X-08

「被告人、名前と職業を」
「諸星大」
「……職業は?」
「…………」
「…………」
「………………」
「………………」
「バンドマンだよ!」

 ニラミ合いをはじめてしまった諸星さんと御剣へ、真宵ちゃんが見かねたように声を上げた。
 それを聞いた御剣はチラリと視線だけ真宵ちゃんに向けて「私はこの被告人に聞いている」と顰めっ面だ。一言礼くらいあっても、と思ったものの、まあそれもホントか分からないからなあ。
 一方、裁判長は呑気にその様を眺めながら、「ほお、バンドですか。私も若いジブンに少々……」なんて言って訳知り顔で頷いている。ホントかなあ……。

「そうなんですか、被告人」
「……ああ」
「して、なんというグループですかな?」

 諸星さんは一度少し上を見やって、しれっとした顔で答えた。

「ザ・リカーズ」

 今考えただろそれ。

「ふむ、なかなかシャレてますね。オトナの嗜みというやつですかな、年月のぶん味わいが出そうです……それはさておき、少々尋問に答えていただきましょう。そう、いつもライブで歌うように」
「俺はギターだ」
「ではかき鳴らすように」

 そのやり取りをやや苛立った様子で見ていた御剣が、一度ため息をついてから口を開く。
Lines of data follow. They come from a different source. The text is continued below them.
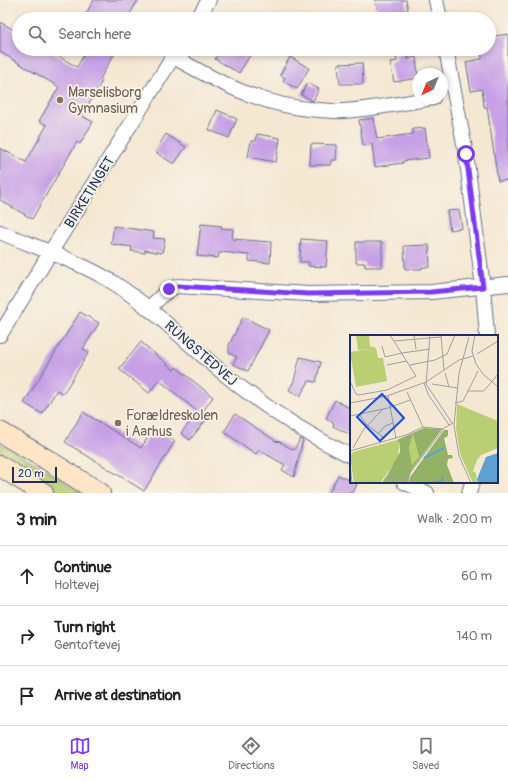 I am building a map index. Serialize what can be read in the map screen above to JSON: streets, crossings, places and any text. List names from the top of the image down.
{
  "streets": {
    "street": ["BIRKETINGET", "RUNGSTEDVEJ"]
  },
  "crossings": [
    ["BIRKETINGET", "RUNGSTEDVEJ"]
  ],
  "places": ["Marselisborg Gymnasium", "Forældreskolen i Aarhus"],
  "scale_bar": "20 m",
  "north": "bottom left",
  "page": {
    "search": "Search here",
    "scale": "20 m",
    "heading": ["3 min", "Walk · 200 m"],
    "list": [
      ["Continue", "Holtevej", "60 m"],
      ["Turn right", "Gentoftevej", "140 m"],
      "Arrive at destination"
    ],
    "nav": ["Map", "Directions", "Saved"]
  }
} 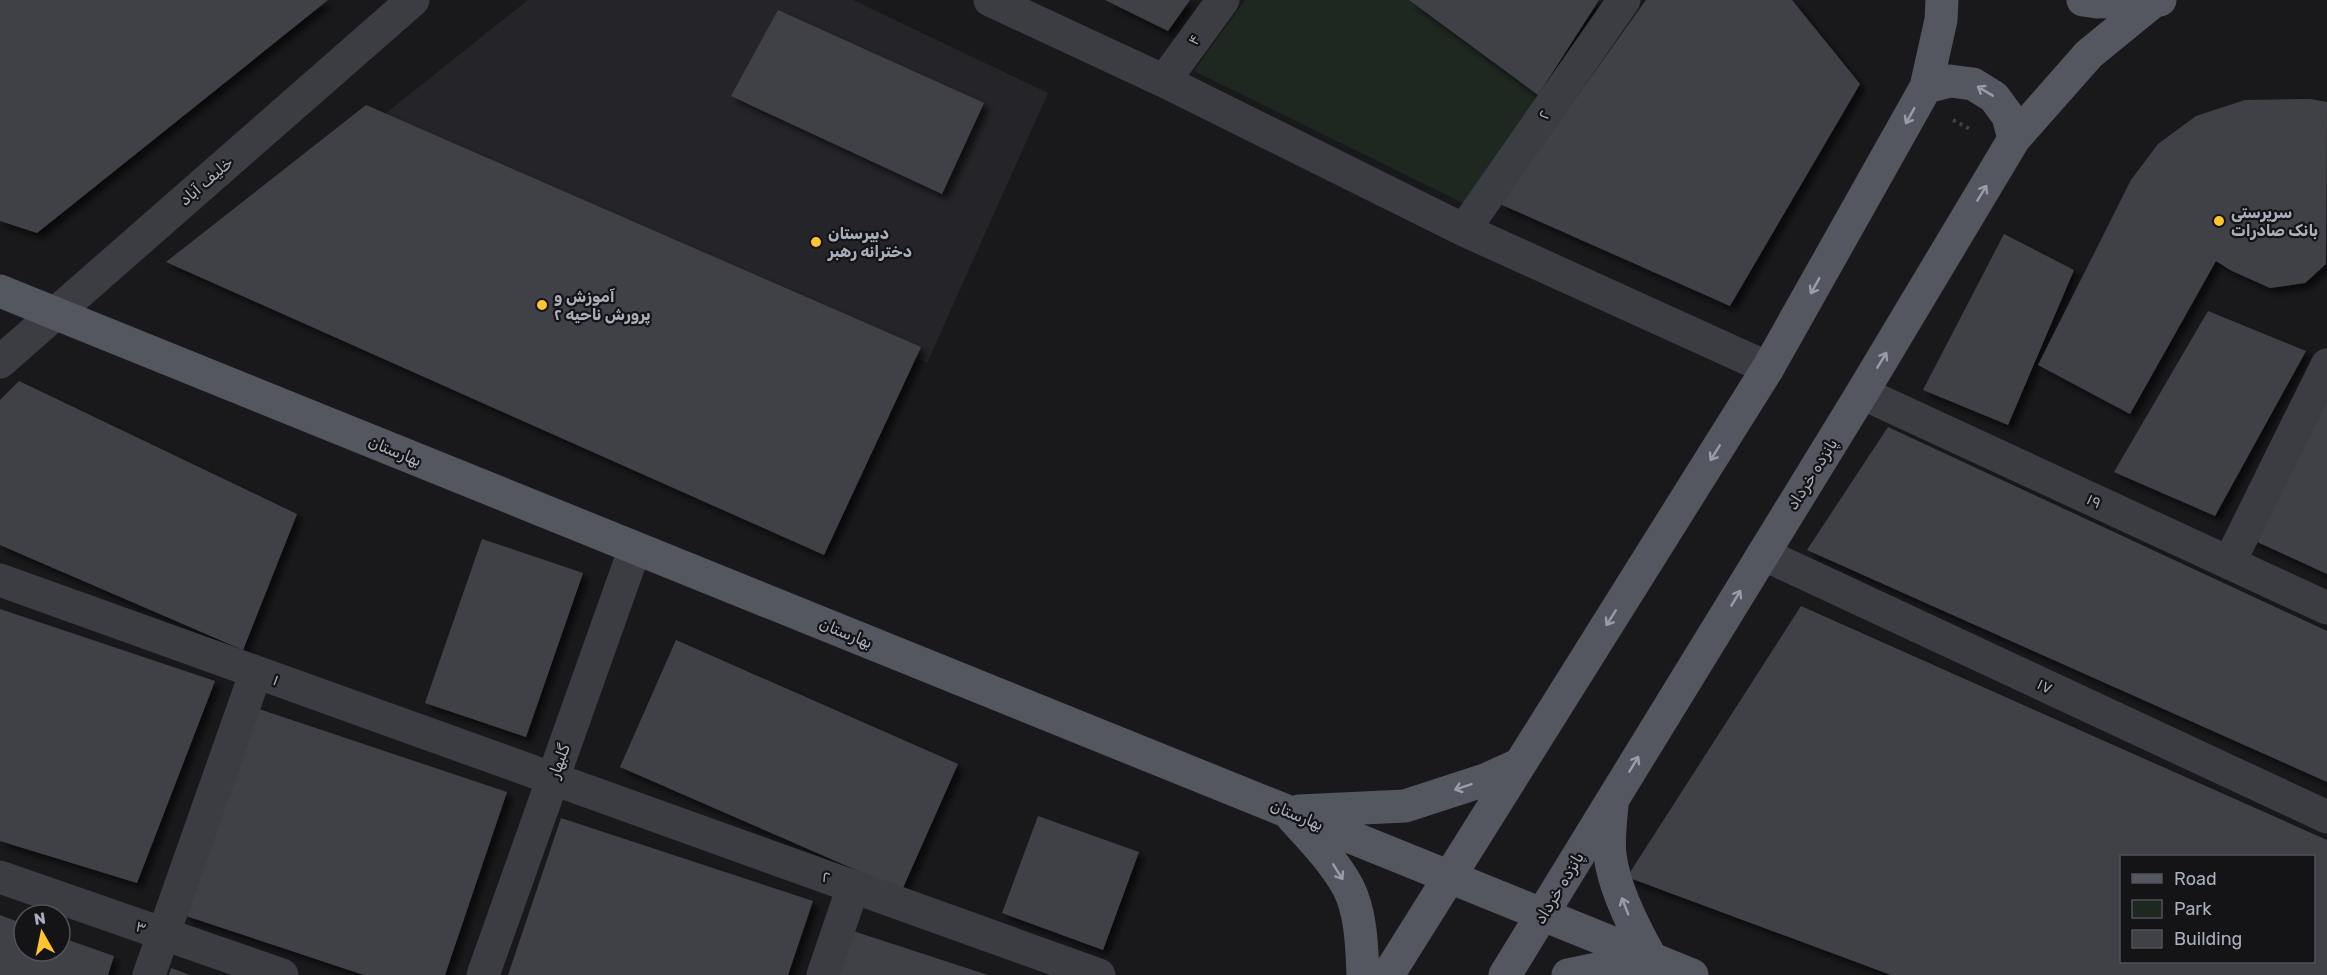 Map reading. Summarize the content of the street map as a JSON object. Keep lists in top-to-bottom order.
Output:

「それでは。被告人は事件当時杯戸シティホテルにいた、それはマチガイないか」
「……」
「被告人」
「すまないが、かき鳴らし方が分からない」
「……フツウに答えてくれて結構」

 御剣が資料を見ながらいくつか質問をするが、諸星さんは「ホテルにはいた」とだけ言い、それ以降は、相変わらずどれもこれも知らない覚えていないと返す。
 そうだろうな、聞く人が変わったところで態度を変えるような人じゃなさそうだ。そんな気はしてた。

「被告人、何もかも覚えていないということはないでしょう。吸ったタバコの本数くらい……」
「お前は今まで食べたパンの枚数を覚えているのか?」
「ホ! ひい、ふう…………実は昨日の晩ゴハンも覚えていません」
「そうだろう、それと同じだ」
「ははあ……」
「同じなものか! 彼は老化による健忘だが、キサマはまだ若いだろう!」
「け、健忘……」
「そういう君はいくつなんだ。年上に指差しあまつさえキサマ呼ばわりするのが検事の作法か」

 いやいや、いまアンタも裁判長に向かってタメ口でお前って言ってただろ。
 御剣はそこにツッコむことなく、むぐぐと唸って、気を取り直すよう軽く首元のヒラヒラを整えた。ジャボっていうんだっけかな、アレ。いつ見ても思うけど、洗濯が大変そうな服だ。
 しょんぼりしている裁判長がちょっとカワイソウだが、ここで口を出したら矛先がゼンブぼくに向かいそうだし、異議の出しようもない間はちょっと黙っておこう。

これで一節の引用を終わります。